第25章 ズルイヒト♭⑦
「ちょっと歩こうよ」
そう伝えて、浜辺を歩く。
波の音と、後ろから聞こえる砂の音に、なんだか泣きそうになって、君の方を振り返れない。
「れ、嶺二くん!」
「うん?」
「あの、れ、嶺二くんに、話したいことがあって...」
そう言われて、やっと立ち止まる。
君の方を見れば、夕日が反射して、それはとても綺麗で。
やっぱり泣きそうになるのを我慢して、君を見つめた。
君が伝えたい言葉が何か、分かるけど分からない。
怖いんだ。
望む言葉が得られない時に、失うことを考えたら。
「あ、あのね...この間、家の都合で、その....お見合いがあったの」
「...うん」
「その...む、昔の知り合いの子で、色々あって、会うようになったんだけど、あの、その子も私も、結婚するつもりとかなくて...」
「そうなんだ。なんだか仲良さそうだったけど」
「そっ、それは、その...ちょっと相談に乗ってただけで....」
「ふ~ん。僕も相談に乗って貰ってたし、愛梨ちゃんは大変だね」
「っ....ぜ、全然、大変じゃないよ...」
泣きそうな声が聞こえる。
あぁ、どうして、責めるようなことしか言えないんだ。
醜い嫉妬や怒りが止まらなくて、ぐっと噛み締めた。
伝えたいのは、こんな言葉じゃないんだ。
ごめん
「・・・やっぱりダメだな。
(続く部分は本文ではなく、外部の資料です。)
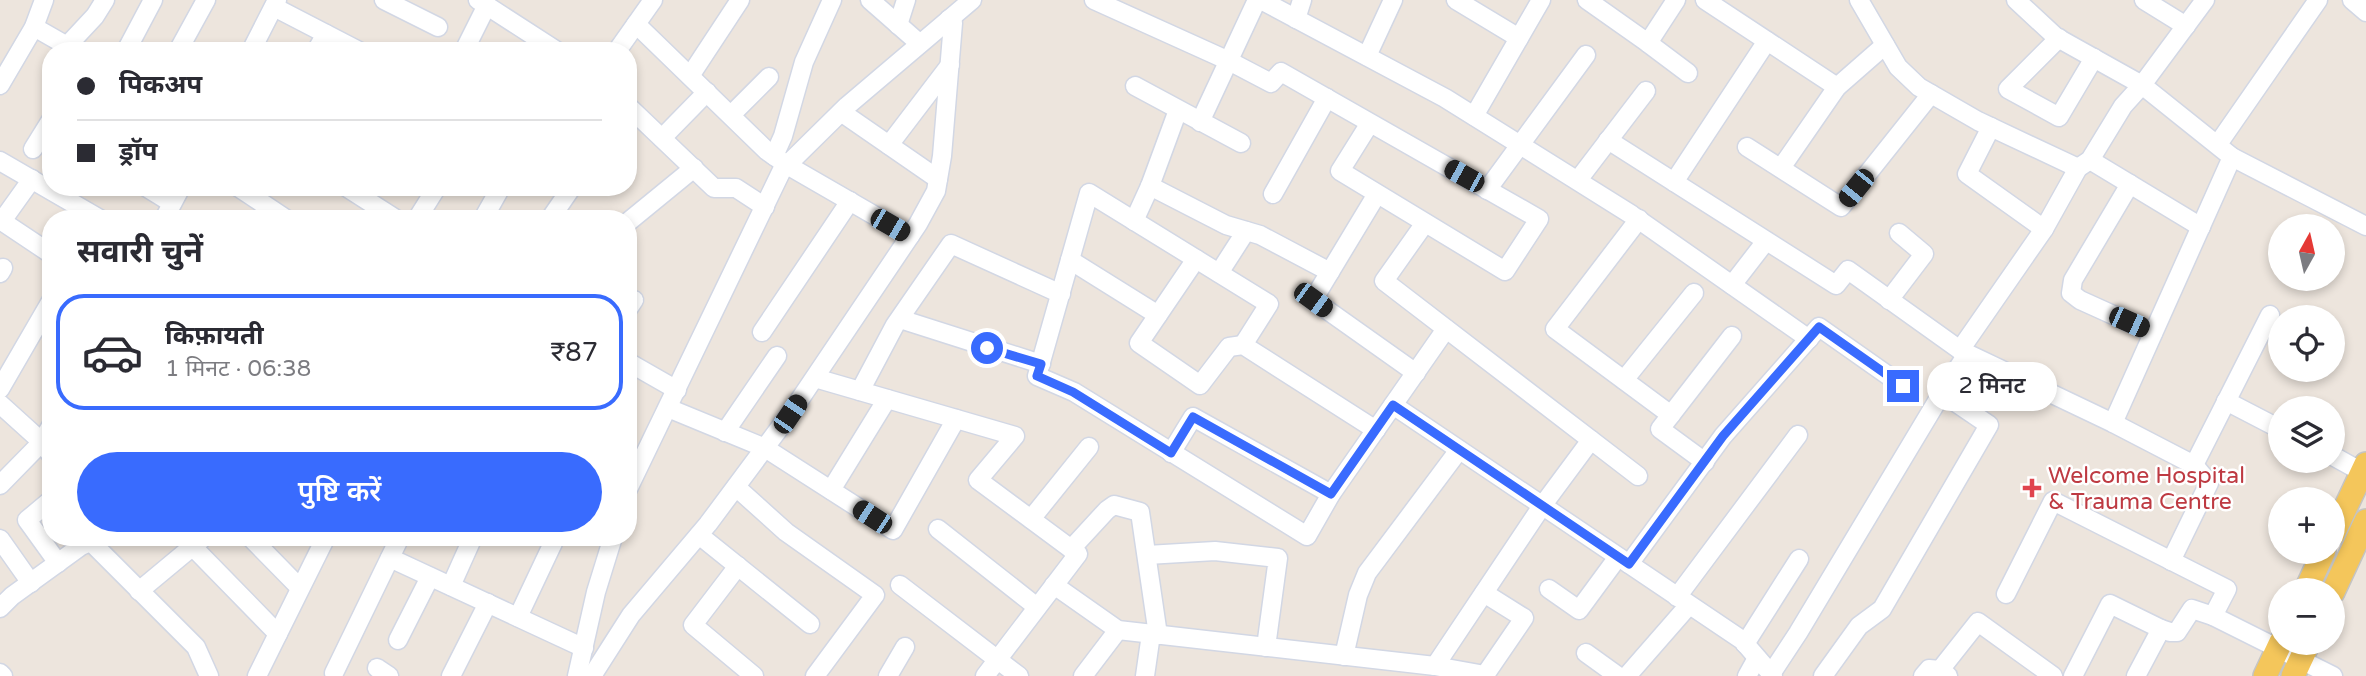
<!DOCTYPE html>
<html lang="hi">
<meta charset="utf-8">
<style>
:root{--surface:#fff;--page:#f7f7f7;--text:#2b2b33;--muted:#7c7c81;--line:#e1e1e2;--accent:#396bfe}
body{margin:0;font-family:"Varela Round","Noto Sans Devanagari",sans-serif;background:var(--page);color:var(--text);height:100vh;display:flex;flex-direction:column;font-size:26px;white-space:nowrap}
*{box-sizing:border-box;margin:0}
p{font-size:23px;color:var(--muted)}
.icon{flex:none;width:38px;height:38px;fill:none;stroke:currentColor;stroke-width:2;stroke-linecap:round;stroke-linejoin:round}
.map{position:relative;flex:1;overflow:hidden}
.side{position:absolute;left:42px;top:210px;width:595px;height:336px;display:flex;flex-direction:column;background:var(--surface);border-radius:28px;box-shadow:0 4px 10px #0003}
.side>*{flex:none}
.guide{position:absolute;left:42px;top:42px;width:595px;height:154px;border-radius:28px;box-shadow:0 4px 10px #0003;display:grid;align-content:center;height:154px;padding:0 35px;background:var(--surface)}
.needle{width:46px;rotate:8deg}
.fabs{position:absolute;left:2268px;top:214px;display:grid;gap:14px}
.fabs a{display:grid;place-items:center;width:77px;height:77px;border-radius:50%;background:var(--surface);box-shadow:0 4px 10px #0003;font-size:35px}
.end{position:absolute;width:32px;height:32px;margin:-16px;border:9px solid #396bfe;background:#fff;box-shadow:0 0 0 4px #fff}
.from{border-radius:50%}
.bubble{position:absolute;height:49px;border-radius:24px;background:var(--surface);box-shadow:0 4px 10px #0003;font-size:23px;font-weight:600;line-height:49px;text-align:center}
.car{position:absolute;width:21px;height:42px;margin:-21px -10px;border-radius:9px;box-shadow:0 0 5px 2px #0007;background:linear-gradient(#222 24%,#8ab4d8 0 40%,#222 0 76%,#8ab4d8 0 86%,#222 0)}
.guide b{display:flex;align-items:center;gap:24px;height:66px;font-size:26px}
.guide b+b{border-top:2px solid var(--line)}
.guide i{width:18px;height:18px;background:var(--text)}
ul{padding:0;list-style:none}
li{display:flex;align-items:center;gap:21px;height:116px;margin:0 14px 10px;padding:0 21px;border:4px solid transparent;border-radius:28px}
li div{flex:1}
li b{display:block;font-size:26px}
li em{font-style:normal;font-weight:600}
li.on{border-color:var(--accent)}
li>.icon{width:63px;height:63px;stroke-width:1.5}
h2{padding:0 35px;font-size:32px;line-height:84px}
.button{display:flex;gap:14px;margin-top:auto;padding:14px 35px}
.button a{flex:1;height:80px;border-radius:42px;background:var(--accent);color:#fff;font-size:28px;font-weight:600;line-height:80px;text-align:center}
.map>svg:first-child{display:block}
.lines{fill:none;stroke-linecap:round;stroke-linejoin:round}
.minor-casing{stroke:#d2d7e4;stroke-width:21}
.major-casing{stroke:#c4c4c4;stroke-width:26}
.minor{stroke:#fff;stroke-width:18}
.major{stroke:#f4c65b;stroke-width:23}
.route{stroke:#396bfe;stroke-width:9}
.health-dot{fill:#e0444e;stroke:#fff;stroke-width:2.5}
.labels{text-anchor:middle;stroke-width:5;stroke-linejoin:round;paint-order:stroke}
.health-label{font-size:23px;fill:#be3a42;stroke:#fff;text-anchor:start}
</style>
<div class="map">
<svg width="2366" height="676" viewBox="0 0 2366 676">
<rect width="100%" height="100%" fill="#ede5dd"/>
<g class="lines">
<g class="minor-casing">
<g id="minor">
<polyline points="384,0 438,27"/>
<polyline points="478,0 557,51"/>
<polyline points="870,0 919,43"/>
<polyline points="1094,0 1229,61 1271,83 1281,72 1539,219 1505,271 1340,171 1370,123"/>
<polyline points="1261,0 1445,98 1632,215 1809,339"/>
<polyline points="1456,0 1519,38"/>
<polyline points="1587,0 1648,43 1676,0"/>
<polyline points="1705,0 1837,87"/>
<polyline points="1859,0 1898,67 1919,87 1978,121 2078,168"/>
<polyline points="2144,0 2186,26"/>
<polyline points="2205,0 2142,85 2232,157 2366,226"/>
<polyline points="2352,0 2366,12"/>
<polyline points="274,7 359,51"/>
<polyline points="1296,19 1302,0"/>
<polyline points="636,24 767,151 787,165 910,236"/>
<polyline points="898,25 906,0"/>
<polyline points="34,27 76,51"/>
<polyline points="2059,38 2008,89 2059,117 2094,58"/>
<polyline points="1648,43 1688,73"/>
<polyline points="67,46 95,16 105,0"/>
<polyline points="126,51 153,0"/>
<polyline points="178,51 206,0"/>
<polyline points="251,51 277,0"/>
<polyline points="316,51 326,34"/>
<polyline points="464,51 487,5"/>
<polyline points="617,51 653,0"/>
<polyline points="1367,56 1393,0"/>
<polyline points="690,76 740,0"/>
<polyline points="0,85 34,27 44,0"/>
<polyline points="1135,86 1241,143"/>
<polyline points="629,107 714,188 736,188 765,207"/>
<polyline points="841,112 938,179"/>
<polyline points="731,115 769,77"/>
<polyline points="1474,116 1541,0"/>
<polyline points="1200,122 1257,0"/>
<polyline points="1991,127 1967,174 2044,229"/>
<polyline points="662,138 707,92"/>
<polyline points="1608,140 1836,285 1848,270 1960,350 2113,423 2194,465 2270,315"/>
<polyline points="2218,144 2318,0"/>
<polyline points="889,145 950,65"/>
<polyline points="1747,147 1841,207 1931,94"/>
<polyline points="33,149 51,120"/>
<polyline points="774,156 783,136 804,62 832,0"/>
<polyline points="2090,160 2201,227"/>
<polyline points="0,161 100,219"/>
<polyline points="1781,168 1837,87 1885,45"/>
<polyline points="1578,180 1646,91"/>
<polyline points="1674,182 1767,41"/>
<polyline points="2130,184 2073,280 2071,293 2080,300 2153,333"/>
<polyline points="1150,186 1226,225 1260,235 1330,272"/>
<polyline points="146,187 172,203"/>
<polyline points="238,187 286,219"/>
<polyline points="346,187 396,219"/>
<polyline points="1487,190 1586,55"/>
<polyline points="1273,194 1327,98"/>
<polyline points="1377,194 1313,300 1416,373"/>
<polyline points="164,219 181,187"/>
<polyline points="417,219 437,187"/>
<polyline points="483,219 501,187"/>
<polyline points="550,219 572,187"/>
<polyline points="1639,219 1555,329 1671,415"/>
<polyline points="0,220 51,254"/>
<polyline points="2,221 32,179"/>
<polyline points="1134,221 1150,186 1178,110"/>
<polyline points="628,222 694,168"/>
<polyline points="1425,223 1384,281 1638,476"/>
<polyline points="1196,259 1139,343 1200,385 1229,347 1243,345 1376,430"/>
<polyline points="1070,260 1158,315"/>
<polyline points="0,273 3,268"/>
<polyline points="1219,273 1246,231"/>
<polyline points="1732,285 1766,241"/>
<polyline points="1889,300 1924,254 1899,233"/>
<polyline points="628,309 634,300"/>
<polyline points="900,319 1041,364"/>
<polyline points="762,332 850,201"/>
<polyline points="1243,345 1269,304 1089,193 1037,376 1074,392 1307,536 1331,494 1446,329"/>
<polyline points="1960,350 2044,229 2078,168 2090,160 2123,106 2142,85 2056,37 2016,0"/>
<polyline points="628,362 677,390"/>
<polyline points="815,378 1015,436 978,480 1078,554 985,676"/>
<polyline points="1624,380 1694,293"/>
<polyline points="0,389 51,301"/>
<polyline points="860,391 895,325 951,244 1061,294"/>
<polyline points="2226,401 2280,429"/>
<polyline points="0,404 42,442 51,455"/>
<polyline points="1393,405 1742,640 1773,676"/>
<polyline points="668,408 765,448 893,530 956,419"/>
<polyline points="2113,423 2232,157"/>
<polyline points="725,432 777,356"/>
<polyline points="1171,453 1193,417 1331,494"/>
<polyline points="2333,456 2362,472"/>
<polyline points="1705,462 1660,429 1732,336"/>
<polyline points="0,485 42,442 51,426"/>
<polyline points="736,487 786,532 875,595 815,676"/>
<polyline points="628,489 782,170 847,106 972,0"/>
<polyline points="831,490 887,399"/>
<polyline points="51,500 27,520 58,563"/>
<polyline points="1031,519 1089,447"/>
<polyline points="938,529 1037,607"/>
<polyline points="699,535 810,624"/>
<polyline points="90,537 92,543 196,647 209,676"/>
<polyline points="250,537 300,588"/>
<polyline points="0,539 31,583"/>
<polyline points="193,547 278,634"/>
<polyline points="1071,549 1107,510 1114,505 1140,512 1158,635"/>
<polyline points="1147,555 1215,551 1278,558 1266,647"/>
<polyline points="390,558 584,648"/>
<polyline points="2171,561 2209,483 2194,465"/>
<polyline points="1629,564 1723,436 1819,327 1903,386"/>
<polyline points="738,566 693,625 754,676"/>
<polyline points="900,585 1019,676"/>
<polyline points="1054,585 1118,630 1435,666 1485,675 1524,618 1484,593"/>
<polyline points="451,586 473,537"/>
<polyline points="1549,589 1579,610 1618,557"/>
<polyline points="139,591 204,537"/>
<polyline points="2006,594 2053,501 2227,589 2213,616 2333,676"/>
<polyline points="1677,597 1798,435"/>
<polyline points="0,608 12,596 81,546 101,537"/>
<polyline points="518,617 553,543"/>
<polyline points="2161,629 2170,632 2177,632 2192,609 2213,616"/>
<polyline points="398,640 430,577"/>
<polyline points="1745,644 1799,559"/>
<polyline points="1586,653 1618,676"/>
<polyline points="1344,656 1358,595 1367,573 1459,450"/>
<polyline points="1435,666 1542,506 1591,440"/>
<polyline points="377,668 389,676"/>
<polyline points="1940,670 1978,622 2053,676"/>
<polyline points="0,673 3,676"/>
<polyline points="334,673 400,537"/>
<polyline points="1771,674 1798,633 1942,393"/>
<polyline points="257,676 326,537"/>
<polyline points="451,676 488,603"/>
<polyline points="577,676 596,592 613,537"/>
<polyline points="592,676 631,615 708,524 790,414 918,224 936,191 942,156 953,23 949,19"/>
<polyline points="888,676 905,647"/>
<polyline points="1083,676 1118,630"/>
<polyline points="1145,676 1151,634"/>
<polyline points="1627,676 1689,605"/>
<polyline points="1747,676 1757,658"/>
<polyline points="1823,676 1859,626 1882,609 1989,425 1942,393 1967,354"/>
<polyline points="1923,676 1929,669 1940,670 1948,676"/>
<polyline points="2073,676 2110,604 2161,629 2136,676"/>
</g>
</g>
<g class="major-casing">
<g id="major">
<polyline points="2333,534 2366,464"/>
<polyline points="2306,590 2324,551"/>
<polyline points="2333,592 2366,521"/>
<polyline points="2265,676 2281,642"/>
<polyline points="2293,676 2309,642"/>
</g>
</g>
<use href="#minor" class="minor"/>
<use href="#major" class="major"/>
</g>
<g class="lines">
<polyline class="route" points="987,348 1041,364 1037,376 1073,392 1171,453 1193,417 1331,494 1393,405 1629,564 1723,436 1819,327 1903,386"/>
</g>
<path class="health-dot" d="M2028.5 477.5h7v7h7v7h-7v7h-7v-7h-7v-7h7z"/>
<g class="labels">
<g class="health-label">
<text x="2048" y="483">Welcome Hospital<tspan x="2048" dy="26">&amp; Trauma Centre</tspan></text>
</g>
</g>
</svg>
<div class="fabs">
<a><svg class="needle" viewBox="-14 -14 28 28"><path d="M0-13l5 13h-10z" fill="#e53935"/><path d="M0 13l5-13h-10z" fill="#7c7c81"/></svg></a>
<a><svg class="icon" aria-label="locate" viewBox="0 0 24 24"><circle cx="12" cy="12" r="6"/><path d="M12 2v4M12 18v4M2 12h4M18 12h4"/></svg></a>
<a><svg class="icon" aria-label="layers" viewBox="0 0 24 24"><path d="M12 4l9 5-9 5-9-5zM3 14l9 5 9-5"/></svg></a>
<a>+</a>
<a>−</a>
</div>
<i class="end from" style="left:987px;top:348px"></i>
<i class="end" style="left:1903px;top:386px"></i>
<div class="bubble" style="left:1927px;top:362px;width:130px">2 मिनट</div>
<i class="car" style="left:1464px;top:176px;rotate:299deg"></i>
<i class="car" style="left:1856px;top:188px;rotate:219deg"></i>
<i class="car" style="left:890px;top:225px;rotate:120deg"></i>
<i class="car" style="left:1313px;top:300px;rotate:126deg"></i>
<i class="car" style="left:2129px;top:322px;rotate:114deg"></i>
<i class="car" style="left:790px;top:414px;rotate:34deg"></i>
<i class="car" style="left:872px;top:517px;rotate:303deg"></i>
<div class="guide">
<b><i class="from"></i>पिकअप</b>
<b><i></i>ड्रॉप</b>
</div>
<section class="side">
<h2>सवारी चुनें</h2>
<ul>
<li class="on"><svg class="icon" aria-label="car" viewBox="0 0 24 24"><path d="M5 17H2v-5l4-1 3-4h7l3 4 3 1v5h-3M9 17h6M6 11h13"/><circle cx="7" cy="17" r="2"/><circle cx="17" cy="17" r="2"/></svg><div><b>किफ़ायती</b><p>1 मिनट · 06:38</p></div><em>₹87</em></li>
</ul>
<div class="button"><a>पुष्टि करें</a></div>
</section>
</div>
ほんとに。」
僕も泣きそうになってるのを知られたくなくて、髪をかきあげる。
「...愛梨ちゃん」
「...はい」
「僕ね、すっごく、卑怯なんだ」
「ひ、卑怯...?」
「うん、すっごく臆病で、すっごく卑怯者」
口に出せば、思わず笑ってしまう。
「.....アイアイから、聞いてたんだ。結婚の話は、勘違いなんだって」
「う、うん...」
「でも、本当にその時が来たら、僕は耐えられるかなって」
「え....?」
照らされる夕日が少しずつ暗くなってきて、君の瞳が、僕を写してるのが分かる。
「僕ね、僕のことを好きって言ってくれる子なら、誰でも良いやって、思ってる時期もあったんだ」
君の顔を見れなくて、夕日の方を見た。